### YOUR GOAL
Make an exact copy of all the records that follow, apart from the pictures.
── EXTRACTED INFORMATION
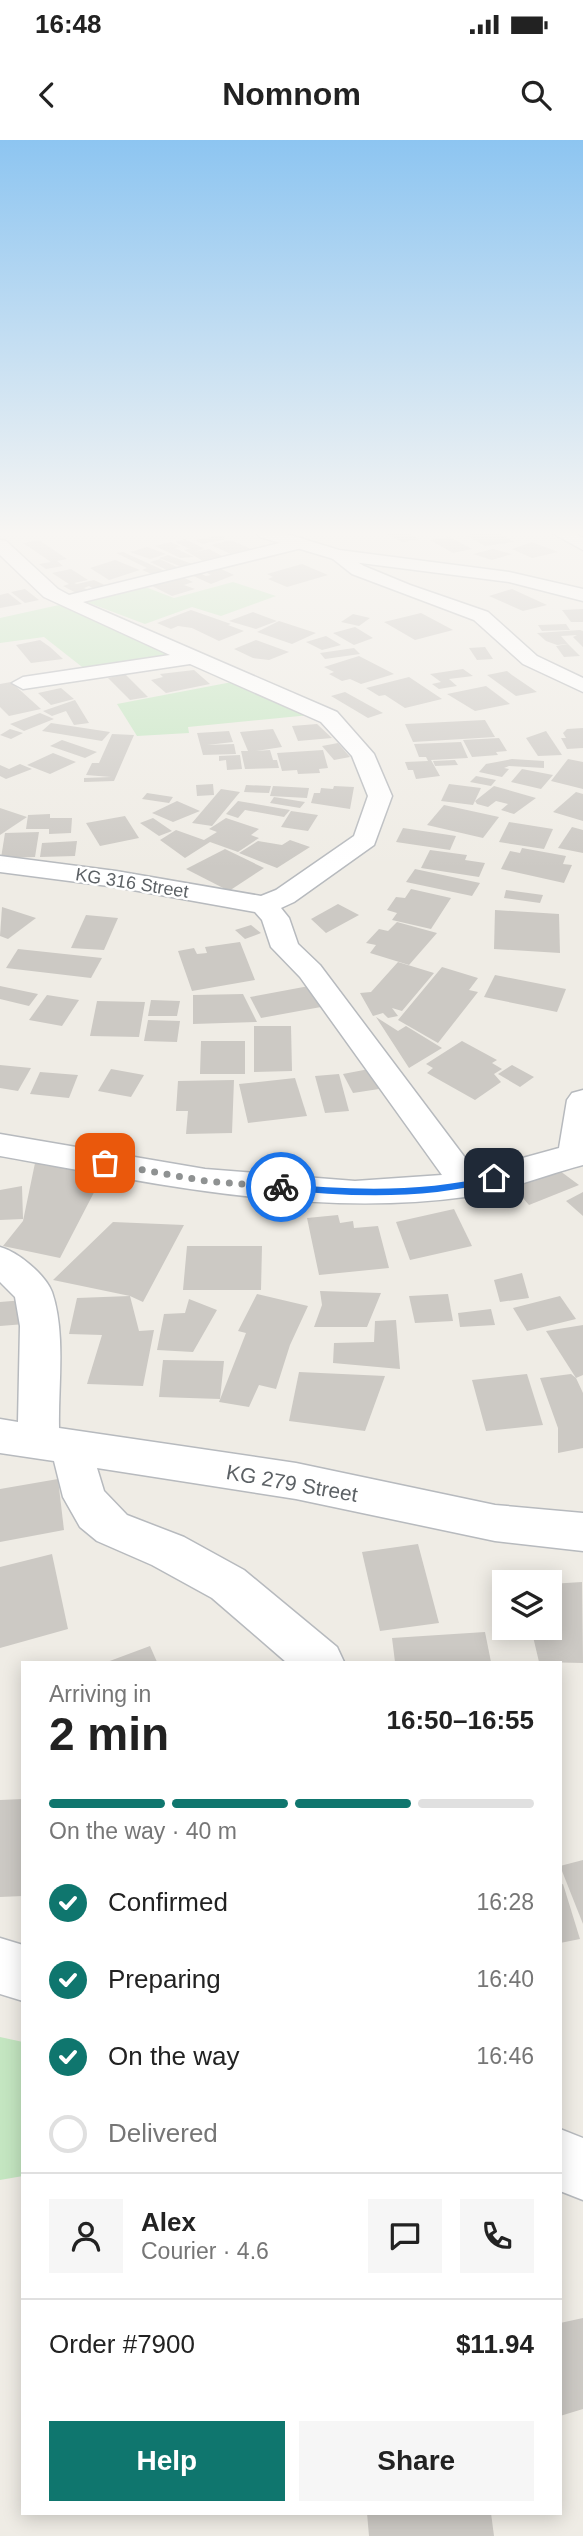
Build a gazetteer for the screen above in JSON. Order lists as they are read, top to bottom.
{
  "streets": {
    "street": ["KG 316 Street", "KG 279 Street"]
  },
  "page": {
    "status": "16:48",
    "header": "Nomnom",
    "heading": ["2 min", "Arriving in", "16:50–16:55"],
    "panel": [
      "Alex",
      "Courier · 4.6",
      "Order #7900",
      "$11.94"
    ],
    "bar": "On the way · 40 m",
    "list": [
      ["Confirmed", "16:28"],
      ["Preparing", "16:40"],
      ["On the way", "16:46"],
      "Delivered"
    ],
    "buttons": ["Help", "Share"]
  }
}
────
### ANSWER FOR THIS EXERCISE
Build a gazetteer for the screen above in JSON. Order lists as they are read, top to bottom.
{
  "streets": {
    "street": ["KG 316 Street", "KG 279 Street"]
  },
  "page": {
    "status": "16:48",
    "header": "Nomnom",
    "heading": ["2 min", "Arriving in", "16:50–16:55"],
    "panel": [
      "Alex",
      "Courier · 4.6",
      "Order #7900",
      "$11.94"
    ],
    "bar": "On the way · 40 m",
    "list": [
      ["Confirmed", "16:28"],
      ["Preparing", "16:40"],
      ["On the way", "16:46"],
      "Delivered"
    ],
    "buttons": ["Help", "Share"]
  }
}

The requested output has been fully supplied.